Ces allers-retours, même si je ne suis plus avec la famille, sont autant de liens qui se tissent entre ici et là-bas, entre mon histoire et celle de l’Algérie, entre l’autobiographie et la photographie ; autant de traversées, de tentatives pour aller au-delà d’un brouillage du réel, d’une opacité apparente. une approche tout en contradictions qui oscille entre ombre et lumière, avec aussi le passage du noir et blanc à la couleur.
J’ai, entre autres, effectué au printemps 2003 une traversée de l’Algérie d’est en ouest. C’était un projet ancien que j’avais voulu effectuer en 1993 mais auquel j’avais dû, à l’époque, renoncer devant la folie meurtrière que connaissait le pays. Le voyage a duré 25 jours et je suis parti de la frontière tunisienne pour me rendre sur la frontière marocaine.

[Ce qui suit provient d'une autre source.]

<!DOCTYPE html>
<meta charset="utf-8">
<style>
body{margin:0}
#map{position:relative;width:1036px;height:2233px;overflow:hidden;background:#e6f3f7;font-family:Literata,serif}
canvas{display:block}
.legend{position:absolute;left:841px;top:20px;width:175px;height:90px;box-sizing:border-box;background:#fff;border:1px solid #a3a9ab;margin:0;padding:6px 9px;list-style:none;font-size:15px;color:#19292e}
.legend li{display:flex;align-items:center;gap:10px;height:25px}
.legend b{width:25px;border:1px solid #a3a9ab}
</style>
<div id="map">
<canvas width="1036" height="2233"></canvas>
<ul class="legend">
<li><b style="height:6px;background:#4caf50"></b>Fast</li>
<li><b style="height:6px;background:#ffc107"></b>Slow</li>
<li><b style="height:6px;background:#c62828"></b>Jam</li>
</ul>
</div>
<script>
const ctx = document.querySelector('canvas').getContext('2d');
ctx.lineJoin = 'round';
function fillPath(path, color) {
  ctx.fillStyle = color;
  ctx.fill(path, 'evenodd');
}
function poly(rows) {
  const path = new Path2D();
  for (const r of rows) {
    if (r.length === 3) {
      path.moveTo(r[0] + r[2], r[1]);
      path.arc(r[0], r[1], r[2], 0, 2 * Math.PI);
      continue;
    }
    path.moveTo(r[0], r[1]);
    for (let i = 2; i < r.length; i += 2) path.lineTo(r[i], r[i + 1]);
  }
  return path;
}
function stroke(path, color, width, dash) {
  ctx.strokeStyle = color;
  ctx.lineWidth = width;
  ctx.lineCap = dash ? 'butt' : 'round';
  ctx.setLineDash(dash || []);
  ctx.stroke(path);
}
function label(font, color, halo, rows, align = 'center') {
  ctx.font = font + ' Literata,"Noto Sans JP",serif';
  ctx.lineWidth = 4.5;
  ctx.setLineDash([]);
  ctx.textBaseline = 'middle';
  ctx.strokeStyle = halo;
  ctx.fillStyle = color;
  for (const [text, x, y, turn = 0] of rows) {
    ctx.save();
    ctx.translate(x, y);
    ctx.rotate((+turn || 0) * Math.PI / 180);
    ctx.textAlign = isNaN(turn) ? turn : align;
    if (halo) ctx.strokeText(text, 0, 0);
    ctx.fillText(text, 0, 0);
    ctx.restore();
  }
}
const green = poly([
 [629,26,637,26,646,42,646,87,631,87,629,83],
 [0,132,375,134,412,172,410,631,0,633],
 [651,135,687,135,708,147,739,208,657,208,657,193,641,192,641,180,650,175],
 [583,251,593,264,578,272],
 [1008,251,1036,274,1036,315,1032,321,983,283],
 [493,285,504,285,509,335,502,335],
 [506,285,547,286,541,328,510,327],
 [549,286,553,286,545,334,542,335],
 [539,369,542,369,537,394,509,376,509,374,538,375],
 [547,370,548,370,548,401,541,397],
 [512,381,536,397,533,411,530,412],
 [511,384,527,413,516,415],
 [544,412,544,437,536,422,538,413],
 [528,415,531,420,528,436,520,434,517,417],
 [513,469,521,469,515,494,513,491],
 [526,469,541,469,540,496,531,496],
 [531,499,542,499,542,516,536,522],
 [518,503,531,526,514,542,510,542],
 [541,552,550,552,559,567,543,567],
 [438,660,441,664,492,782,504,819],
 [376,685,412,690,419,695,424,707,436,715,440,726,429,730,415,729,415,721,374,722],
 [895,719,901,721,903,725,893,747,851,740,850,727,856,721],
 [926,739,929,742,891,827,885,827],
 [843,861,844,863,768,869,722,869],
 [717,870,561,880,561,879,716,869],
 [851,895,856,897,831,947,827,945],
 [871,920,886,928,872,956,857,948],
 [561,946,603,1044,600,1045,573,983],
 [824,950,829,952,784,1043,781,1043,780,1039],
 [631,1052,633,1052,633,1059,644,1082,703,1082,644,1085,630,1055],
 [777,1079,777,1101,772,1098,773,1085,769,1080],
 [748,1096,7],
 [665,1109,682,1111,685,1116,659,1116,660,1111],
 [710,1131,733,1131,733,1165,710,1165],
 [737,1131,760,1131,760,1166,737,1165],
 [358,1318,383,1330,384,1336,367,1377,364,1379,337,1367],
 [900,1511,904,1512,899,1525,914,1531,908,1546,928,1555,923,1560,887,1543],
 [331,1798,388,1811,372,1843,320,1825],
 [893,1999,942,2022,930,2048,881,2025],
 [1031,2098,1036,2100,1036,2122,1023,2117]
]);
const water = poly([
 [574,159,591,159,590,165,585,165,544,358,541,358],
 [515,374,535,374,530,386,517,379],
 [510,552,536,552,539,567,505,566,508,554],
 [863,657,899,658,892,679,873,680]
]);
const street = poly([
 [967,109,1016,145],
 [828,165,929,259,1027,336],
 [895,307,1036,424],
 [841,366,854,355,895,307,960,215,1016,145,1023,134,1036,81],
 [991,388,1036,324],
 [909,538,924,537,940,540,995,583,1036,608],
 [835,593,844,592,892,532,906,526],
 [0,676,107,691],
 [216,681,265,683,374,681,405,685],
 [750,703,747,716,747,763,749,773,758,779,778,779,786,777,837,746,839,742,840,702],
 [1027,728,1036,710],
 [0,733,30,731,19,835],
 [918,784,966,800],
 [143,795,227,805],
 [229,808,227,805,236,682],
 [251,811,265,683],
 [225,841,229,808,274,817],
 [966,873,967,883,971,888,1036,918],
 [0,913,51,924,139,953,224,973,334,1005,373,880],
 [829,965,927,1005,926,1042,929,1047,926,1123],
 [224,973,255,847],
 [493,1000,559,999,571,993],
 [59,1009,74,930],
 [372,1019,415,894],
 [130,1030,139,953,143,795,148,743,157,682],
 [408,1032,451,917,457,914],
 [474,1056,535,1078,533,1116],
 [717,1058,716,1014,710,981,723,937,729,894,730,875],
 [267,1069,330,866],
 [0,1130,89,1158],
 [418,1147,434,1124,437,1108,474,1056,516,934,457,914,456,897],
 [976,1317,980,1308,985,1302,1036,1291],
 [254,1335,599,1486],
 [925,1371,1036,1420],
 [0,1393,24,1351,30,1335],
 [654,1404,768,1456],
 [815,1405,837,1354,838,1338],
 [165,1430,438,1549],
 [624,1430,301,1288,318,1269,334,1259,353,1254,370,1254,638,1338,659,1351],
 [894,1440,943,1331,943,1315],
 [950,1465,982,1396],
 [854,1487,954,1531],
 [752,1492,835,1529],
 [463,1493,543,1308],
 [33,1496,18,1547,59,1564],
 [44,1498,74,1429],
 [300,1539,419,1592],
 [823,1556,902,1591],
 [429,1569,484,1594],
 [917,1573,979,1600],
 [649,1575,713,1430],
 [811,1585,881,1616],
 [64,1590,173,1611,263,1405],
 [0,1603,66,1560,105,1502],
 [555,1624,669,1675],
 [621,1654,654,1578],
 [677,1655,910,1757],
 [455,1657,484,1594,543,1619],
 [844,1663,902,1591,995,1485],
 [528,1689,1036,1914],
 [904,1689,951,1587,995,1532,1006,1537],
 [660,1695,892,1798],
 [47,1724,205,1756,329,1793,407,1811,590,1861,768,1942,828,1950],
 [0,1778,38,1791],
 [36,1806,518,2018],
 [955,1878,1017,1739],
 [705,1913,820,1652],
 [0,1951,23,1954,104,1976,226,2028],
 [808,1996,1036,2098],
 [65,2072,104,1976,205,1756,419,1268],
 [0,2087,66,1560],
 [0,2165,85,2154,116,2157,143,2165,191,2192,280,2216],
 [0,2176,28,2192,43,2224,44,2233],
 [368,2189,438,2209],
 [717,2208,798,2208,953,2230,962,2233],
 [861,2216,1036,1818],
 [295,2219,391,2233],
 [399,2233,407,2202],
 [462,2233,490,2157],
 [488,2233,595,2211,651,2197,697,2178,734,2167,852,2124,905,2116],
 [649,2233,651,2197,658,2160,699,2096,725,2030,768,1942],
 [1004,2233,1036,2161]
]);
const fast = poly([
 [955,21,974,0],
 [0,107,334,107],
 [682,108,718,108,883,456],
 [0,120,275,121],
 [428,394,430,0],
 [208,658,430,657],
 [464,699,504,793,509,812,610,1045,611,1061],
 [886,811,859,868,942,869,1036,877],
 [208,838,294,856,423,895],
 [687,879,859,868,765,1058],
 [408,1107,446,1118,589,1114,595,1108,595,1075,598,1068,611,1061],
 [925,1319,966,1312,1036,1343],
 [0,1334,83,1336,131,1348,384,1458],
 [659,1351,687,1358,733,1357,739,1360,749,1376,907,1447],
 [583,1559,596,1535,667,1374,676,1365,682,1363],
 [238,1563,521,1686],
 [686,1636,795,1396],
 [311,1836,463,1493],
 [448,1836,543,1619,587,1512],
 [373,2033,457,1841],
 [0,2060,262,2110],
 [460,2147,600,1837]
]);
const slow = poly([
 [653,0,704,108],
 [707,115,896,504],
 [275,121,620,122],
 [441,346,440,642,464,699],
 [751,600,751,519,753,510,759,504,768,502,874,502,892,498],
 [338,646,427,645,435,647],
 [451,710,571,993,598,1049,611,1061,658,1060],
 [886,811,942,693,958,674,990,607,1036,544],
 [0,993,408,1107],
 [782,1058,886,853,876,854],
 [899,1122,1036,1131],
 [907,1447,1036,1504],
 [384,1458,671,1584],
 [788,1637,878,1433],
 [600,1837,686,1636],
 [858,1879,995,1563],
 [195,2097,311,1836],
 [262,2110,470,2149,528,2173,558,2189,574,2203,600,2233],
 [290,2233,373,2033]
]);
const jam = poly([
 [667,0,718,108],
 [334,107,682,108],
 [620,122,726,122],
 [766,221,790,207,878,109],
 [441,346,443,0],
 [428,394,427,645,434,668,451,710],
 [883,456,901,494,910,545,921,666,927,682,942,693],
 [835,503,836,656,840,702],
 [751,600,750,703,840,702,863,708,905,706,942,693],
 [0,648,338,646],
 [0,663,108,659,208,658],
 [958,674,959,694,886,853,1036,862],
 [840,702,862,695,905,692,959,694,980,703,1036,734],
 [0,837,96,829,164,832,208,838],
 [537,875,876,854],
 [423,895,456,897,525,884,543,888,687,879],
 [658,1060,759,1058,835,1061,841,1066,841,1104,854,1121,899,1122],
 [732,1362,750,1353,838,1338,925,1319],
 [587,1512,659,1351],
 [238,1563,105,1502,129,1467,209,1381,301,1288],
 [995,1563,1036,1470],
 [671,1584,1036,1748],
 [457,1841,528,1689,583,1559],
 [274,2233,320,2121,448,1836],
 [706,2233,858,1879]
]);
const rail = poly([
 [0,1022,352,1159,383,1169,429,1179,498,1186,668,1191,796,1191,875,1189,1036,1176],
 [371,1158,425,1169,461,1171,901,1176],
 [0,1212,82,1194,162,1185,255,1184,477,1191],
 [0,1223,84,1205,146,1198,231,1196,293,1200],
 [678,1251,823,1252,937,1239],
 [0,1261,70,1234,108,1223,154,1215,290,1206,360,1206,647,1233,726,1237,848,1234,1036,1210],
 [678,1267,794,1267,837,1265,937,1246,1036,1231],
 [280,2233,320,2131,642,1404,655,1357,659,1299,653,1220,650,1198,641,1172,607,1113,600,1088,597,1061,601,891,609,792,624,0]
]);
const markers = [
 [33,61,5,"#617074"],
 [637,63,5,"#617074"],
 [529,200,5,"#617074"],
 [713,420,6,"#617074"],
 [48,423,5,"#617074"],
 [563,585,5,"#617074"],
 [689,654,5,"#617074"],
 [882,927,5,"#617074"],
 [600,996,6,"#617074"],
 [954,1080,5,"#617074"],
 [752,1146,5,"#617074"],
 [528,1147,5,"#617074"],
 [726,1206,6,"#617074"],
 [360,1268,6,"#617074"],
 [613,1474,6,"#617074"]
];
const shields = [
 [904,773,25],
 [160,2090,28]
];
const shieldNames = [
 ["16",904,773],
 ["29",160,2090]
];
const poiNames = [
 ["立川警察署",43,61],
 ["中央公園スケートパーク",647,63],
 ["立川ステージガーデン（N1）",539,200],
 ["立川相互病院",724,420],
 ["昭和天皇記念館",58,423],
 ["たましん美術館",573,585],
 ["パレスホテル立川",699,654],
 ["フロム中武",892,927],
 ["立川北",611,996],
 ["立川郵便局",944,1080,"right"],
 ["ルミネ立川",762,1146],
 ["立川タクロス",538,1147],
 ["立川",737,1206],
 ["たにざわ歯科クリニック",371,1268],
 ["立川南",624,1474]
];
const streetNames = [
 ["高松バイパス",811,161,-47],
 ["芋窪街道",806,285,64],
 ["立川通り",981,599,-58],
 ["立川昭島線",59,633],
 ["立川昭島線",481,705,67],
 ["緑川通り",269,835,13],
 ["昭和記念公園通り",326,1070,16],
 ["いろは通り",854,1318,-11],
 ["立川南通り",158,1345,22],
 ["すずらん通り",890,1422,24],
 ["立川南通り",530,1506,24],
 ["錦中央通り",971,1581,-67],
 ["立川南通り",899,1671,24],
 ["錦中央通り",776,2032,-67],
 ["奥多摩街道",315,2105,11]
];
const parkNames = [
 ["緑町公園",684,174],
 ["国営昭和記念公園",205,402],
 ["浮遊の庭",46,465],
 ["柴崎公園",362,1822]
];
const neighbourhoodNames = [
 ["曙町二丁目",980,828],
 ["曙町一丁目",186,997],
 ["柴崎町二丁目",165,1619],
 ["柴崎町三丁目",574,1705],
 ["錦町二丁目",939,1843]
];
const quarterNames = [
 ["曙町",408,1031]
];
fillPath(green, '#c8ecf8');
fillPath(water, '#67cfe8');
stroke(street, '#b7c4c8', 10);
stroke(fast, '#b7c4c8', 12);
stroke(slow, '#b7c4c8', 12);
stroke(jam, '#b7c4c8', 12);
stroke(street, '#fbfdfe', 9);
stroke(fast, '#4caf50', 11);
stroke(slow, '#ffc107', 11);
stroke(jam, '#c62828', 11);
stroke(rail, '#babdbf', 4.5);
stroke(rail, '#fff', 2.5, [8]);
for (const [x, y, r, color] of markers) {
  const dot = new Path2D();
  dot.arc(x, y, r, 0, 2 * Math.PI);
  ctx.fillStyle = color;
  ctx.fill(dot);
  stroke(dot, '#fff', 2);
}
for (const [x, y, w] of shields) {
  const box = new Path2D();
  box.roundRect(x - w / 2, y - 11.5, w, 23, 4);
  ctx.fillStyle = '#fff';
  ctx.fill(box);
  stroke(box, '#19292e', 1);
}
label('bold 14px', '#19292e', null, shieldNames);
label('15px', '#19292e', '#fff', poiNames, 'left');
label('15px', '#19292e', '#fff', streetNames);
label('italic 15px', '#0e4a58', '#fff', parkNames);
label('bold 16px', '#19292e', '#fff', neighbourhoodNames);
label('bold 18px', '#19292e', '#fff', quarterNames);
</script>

Ce voyage était géographique, bien sûr: les montagnes de Kabylie, la plaine de la Mitidja, Alger, le centre, l’oranais… il était aussi l’occasion d’aller à la rencontre des gens qui font ce pays, de voir ce qu’il advient d’eux et de connaître leurs espoirs.
J’ai également profité du calme relatif que connaissait le pays pour me rendre dans les zones (région Centre, Mitidja, région ouest) où le terrorisme avait présenté ses formes les plus violentes : grands massacres, arrestations arbitraires, disparitions, etc. dans ces lieux, les populations ont été prises en tenaille entre la violence des groupes armés, l’arbitraire et la terreur des forces de l’état.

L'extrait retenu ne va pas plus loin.